Die Partei lehnt die geplanten erweiterten Befugnisse für die Polizei entschieden ab.
Konkret moniert die Linke die geplante automatische Datenanalyse, die erweiterte Videoüberwachung und die Ausweitung des Präventivgewahrsams. Die automatische Datenanalyse führe nicht zu mehr Sicherheit, sondern zu einer diskriminierenden Exekutive, so die Partei.
Die verwendeten Daten seien bereits durch häufigere Kontrollen von Menschen mit Migrationshintergrund oder niedrigem Einkommen verzerrt, was durch die Mustererkennung weiter verstärkt werde. Auch die erweiterte Videoüberwachung diene nicht der Sicherheit, sondern halte gezielt Menschen, die Repressionen fürchteten, von belebten Plätzen fern.
Zudem würden Demonstrationen und Kundgebungen eingeschränkt.
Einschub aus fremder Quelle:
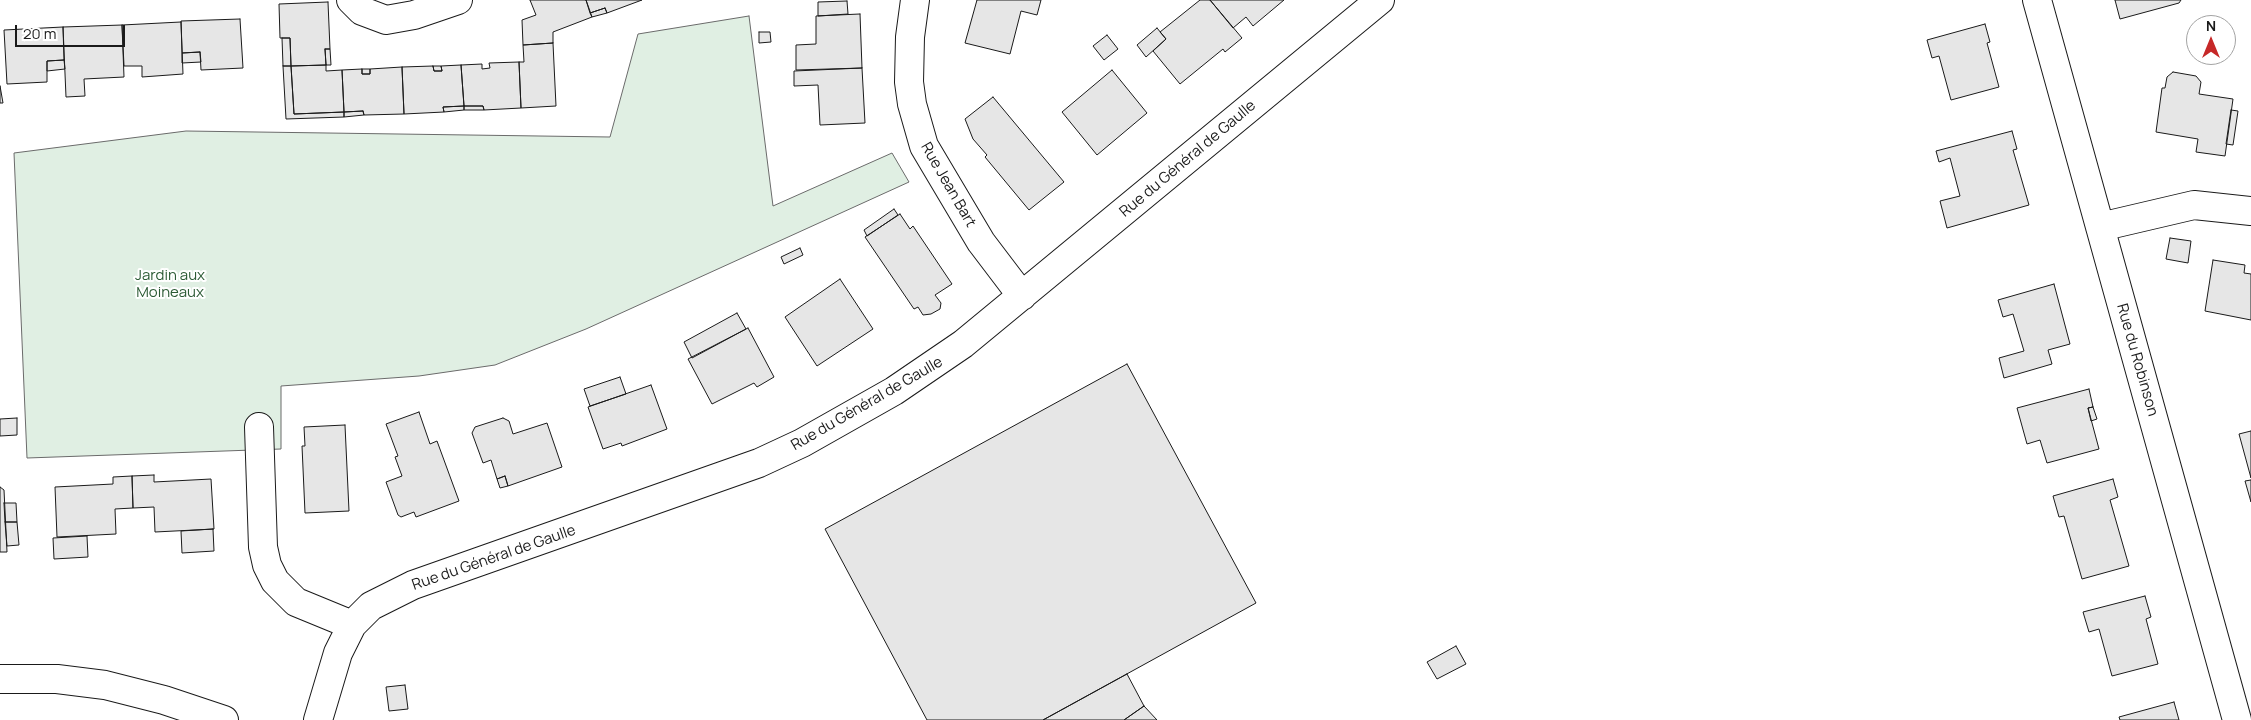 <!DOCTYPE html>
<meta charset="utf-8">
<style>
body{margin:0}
#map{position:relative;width:2251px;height:720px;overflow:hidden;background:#fff;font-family:Manrope,sans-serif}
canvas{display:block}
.north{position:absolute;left:2186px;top:15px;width:50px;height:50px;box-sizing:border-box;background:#fff;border:1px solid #a3a3a3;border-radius:50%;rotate:0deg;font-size:14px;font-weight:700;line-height:20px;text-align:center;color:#1a1a1a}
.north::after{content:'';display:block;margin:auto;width:18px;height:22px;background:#c62828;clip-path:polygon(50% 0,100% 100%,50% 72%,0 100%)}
.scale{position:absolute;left:15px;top:25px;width:110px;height:22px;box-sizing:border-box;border:2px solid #1a1a1a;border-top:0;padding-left:6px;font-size:15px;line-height:18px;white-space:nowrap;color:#1a1a1a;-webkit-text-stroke:4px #fff;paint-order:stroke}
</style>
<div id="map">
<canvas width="2251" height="720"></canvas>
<div class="north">N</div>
<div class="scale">20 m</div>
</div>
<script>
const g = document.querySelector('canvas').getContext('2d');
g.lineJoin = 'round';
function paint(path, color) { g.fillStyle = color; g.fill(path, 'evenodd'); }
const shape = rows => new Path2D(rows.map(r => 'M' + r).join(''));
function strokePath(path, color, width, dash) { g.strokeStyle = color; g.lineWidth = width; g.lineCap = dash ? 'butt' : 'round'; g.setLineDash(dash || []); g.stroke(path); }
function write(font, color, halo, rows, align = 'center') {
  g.font = font + ' Manrope,sans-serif'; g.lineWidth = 4; g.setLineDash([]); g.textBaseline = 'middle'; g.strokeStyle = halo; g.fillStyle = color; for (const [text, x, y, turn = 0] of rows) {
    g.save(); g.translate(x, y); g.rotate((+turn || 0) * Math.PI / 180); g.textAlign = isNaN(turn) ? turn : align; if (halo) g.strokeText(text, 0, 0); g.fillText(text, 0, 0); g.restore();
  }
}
const green = shape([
 [749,16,773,206,892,153,909,182,586,329,495,365,419,376,281,386,281,449,27,458,14,153,186,131,610,137,638,34,749,16]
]);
const building = shape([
 [530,0,586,0,592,17,553,32,553,43,523,45,522,20,536,15,530,0],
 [586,0,642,0,607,13,605,8,590,13,586,0],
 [977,0,1041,0,1037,15,1021,11,1010,54,965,43,977,0],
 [1200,0,1210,0,1242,38,1225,52,1223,49,1180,84,1153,51,1166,39,1160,32,1200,0],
 [1210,0,1284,0,1253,26,1246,17,1233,28,1210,0],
 [2115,0,2181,0,2179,3,2120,19,2115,0],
 [847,1,848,14,818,16,818,2,847,1],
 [328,2,330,49,325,49,326,65,291,66,290,38,280,38,279,4,328,2],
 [605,8,607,13,592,17,590,13,605,8],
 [860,14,862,68,796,70,796,45,816,44,816,16,860,14],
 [240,19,243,68,201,70,200,52,182,53,181,21,240,19],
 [181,22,183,74,142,77,142,66,124,66,122,25,181,22],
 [1985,24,1990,42,1987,43,1999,87,1951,100,1939,56,1932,58,1927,40,1985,24],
 [122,25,124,77,84,79,85,96,66,97,63,27,122,25],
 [63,27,64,60,47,61,47,82,7,84,4,30,63,27],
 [1157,28,1166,39,1146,57,1137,45,1157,28],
 [759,32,770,32,771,42,759,43,759,32],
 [1107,35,1118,49,1104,60,1093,46,1107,35],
 [282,38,290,38,291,66,283,66,282,38],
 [553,43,556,106,521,108,519,62,524,62,523,45,553,43],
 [325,49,330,49,331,65,326,65,325,49],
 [200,52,201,62,182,63,182,53,200,52],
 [64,60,65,69,47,71,47,61,64,60],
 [519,62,521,108,484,110,483,106,464,106,461,65,482,64,482,69,490,68,489,63,519,62],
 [326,65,326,71,342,70,344,112,294,114,291,66,326,65],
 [461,65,464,106,443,107,444,112,404,114,402,67,433,66,434,71,442,71,441,66,461,65],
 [283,66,291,66,294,114,344,112,344,117,286,119,283,66],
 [433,66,441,66,442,71,434,71,433,66],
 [402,67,404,114,364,115,363,111,344,112,342,70,362,69,362,74,370,74,370,69,402,67],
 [862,68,865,123,820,125,818,85,794,86,794,71,862,68],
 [362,69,370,69,370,74,362,74,362,69],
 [1112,70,1147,113,1097,155,1062,112,1112,70],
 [2173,72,2196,76,2201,82,2199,94,2233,99,2225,156,2196,152,2198,139,2156,132,2162,88,2165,88,2167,77,2173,72],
 [0,86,3,103,0,103,0,86],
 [993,97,1064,182,1029,210,985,157,987,155,973,139,965,119,993,97],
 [464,106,464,110,444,112,443,107,464,106],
 [464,106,483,106,484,110,464,110,464,106],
 [2231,110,2238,111,2233,145,2226,144,2231,110],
 [363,111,364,115,344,117,344,112,363,111],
 [2012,131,2017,149,2013,150,2029,205,1947,228,1940,201,1960,196,1950,158,1939,162,1936,151,2012,131],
 [894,209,898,215,867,236,864,230,894,209],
 [900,214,910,229,913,226,952,284,935,295,941,303,940,309,931,314,923,315,918,307,914,309,865,237,900,214],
 [2170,238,2191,241,2188,263,2166,259,2170,238],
 [800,248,803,255,784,264,781,257,800,248],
 [2213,260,2245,265,2244,273,2251,274,2251,320,2205,311,2213,260],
 [840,279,873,329,817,366,785,317,840,279],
 [2054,284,2070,344,2048,350,2052,364,2004,378,1999,358,2024,351,2013,314,2003,317,1998,300,2054,284],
 [737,313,746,329,692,358,684,342,737,313],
 [748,328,774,377,757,387,754,383,712,404,688,359,748,328],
 [1127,364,1256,603,1043,720,927,720,825,529,1127,364],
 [620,377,626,394,590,406,584,389,620,377],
 [651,385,667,429,622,446,621,443,603,449,588,407,651,385],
 [2089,389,2093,407,2088,408,2099,449,2047,463,2040,440,2027,444,2017,408,2089,389],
 [2093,407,2097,419,2091,421,2088,408,2093,407],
 [419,412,430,444,437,441,459,501,416,517,414,512,401,517,398,515,386,482,402,476,395,457,398,456,386,424,419,412],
 [17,418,17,435,0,436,0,419,17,418],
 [503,418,509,421,513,434,547,423,562,467,508,486,505,476,497,479,491,460,483,463,472,433,475,427,503,418],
 [345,425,349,511,305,513,302,446,305,446,304,427,345,425],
 [2251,431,2251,478,2239,434,2251,431],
 [154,475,154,482,211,479,214,529,155,532,154,507,133,508,132,476,154,475],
 [132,476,133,508,115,509,116,534,57,537,55,487,113,484,113,477,132,476],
 [505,476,508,486,500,488,497,479,505,476],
 [2113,479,2118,497,2110,500,2129,566,2082,579,2064,516,2059,517,2053,496,2113,479],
 [2251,480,2251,502,2245,481,2251,480],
 [0,487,4,490,7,552,0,552,0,487],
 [4,503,16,503,17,522,5,522,4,503],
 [5,522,17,522,19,545,7,546,5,522],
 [213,529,214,551,182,553,181,531,213,529],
 [87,536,88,557,54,559,53,538,87,536],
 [2145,596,2151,617,2146,619,2158,664,2112,676,2099,629,2089,632,2083,612,2145,596],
 [1456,646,1466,664,1437,679,1427,662,1456,646],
 [1127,674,1144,706,1124,720,1043,720,1127,674],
 [405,685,408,709,389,711,386,687,405,685],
 [2174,702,2179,720,2120,720,2119,717,2174,702],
 [1144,706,1157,720,1124,720,1144,706]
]);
const minor = shape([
 [351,0,362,11,386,20,414,15,458,0],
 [915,0,910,37,909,82,912,104,924,146,981,242,1022,296],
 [2037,0,2237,720],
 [2100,227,2194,205,2251,211],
 [259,427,263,547,267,565,275,581,296,602,352,625],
 [318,720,338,653,352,625,371,606,413,585,759,463,802,443,894,391,963,344,1380,0]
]);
const secondary = shape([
 [0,679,57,679,105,685,164,700,224,720]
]);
const streetNames = [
 ["Rue du Général de Gaulle",1188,159,-40],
 ["Rue Jean Bart",948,185,60],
 ["Rue du Robinson",2137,360,74],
 ["Rue du Général de Gaulle",867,404,-30],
 ["Rue du Général de Gaulle",494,558,-19]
];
const parkNames = [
 ["Jardin aux",170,276],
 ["Moineaux",170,293]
];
paint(green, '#e0efe3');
strokePath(green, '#6a6a6a', 1);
paint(building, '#e6e6e6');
strokePath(building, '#1a1a1a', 1);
strokePath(minor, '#1a1a1a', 30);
strokePath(secondary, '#1a1a1a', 30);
strokePath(minor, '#fff', 28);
strokePath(secondary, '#fff', 28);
write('15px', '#1a1a1a', '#fff', streetNames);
write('15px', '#2b5a34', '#fff', parkNames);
</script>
Landessprecher Gerrit Schienke erklärte: „Automatische Datenanalyse, mehr Überwachung und Präventivgewahrsam – das sind Mittel, die wir aus Diktaturen und Autokratien kennen. Dass wir in einer Demokratie darüber sprechen und die schwarz-grüne Landesregierung das ernsthaft einführen möchte, ist ein Armutszeugnis.“ Er forderte stattdessen eine soziale Politik mit günstigem Wohnraum, ausreichendem Einkommen, guter Bildung und echten Perspektiven.
Die Linke verweist auf Negativbeispiele aus Bayern und Baden-Württemberg, wo der Einsatz der US-Software Palantir zur Überwachung debattiert wird. Die Partei plant für den 13. Juni eine Demonstration in Kiel gegen das Gesetz.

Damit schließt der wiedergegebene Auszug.